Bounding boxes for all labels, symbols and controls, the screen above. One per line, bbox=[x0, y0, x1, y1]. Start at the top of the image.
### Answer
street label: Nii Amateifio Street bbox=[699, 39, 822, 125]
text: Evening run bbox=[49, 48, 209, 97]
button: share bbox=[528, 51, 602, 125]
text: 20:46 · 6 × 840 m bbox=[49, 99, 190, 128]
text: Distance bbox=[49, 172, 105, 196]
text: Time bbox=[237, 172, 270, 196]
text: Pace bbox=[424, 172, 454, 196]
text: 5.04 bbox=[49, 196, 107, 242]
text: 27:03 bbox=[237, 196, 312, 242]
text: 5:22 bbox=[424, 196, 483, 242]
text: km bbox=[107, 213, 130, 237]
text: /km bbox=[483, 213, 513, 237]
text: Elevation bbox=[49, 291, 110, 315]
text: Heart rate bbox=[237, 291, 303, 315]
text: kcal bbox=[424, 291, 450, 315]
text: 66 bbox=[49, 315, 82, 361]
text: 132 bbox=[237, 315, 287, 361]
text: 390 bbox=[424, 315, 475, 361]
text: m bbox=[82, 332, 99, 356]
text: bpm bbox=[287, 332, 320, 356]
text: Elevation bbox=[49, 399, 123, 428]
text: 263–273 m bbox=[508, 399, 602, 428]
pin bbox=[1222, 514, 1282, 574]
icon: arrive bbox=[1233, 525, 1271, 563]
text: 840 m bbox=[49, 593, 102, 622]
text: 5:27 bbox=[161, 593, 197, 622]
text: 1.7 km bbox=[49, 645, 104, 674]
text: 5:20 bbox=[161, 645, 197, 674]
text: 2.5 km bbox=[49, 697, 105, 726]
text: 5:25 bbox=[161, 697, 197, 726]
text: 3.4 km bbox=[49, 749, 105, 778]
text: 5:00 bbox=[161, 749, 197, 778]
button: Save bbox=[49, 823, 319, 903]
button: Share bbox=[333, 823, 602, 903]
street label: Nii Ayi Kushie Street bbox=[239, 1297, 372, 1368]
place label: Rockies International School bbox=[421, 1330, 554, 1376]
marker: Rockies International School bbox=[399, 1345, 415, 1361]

■ ■ ■

PROBLEM REQUIREMENTS: Within the listing, how many lines hold the word "International"? Answer with the number by itself.

EXPECTED ANSWER: 2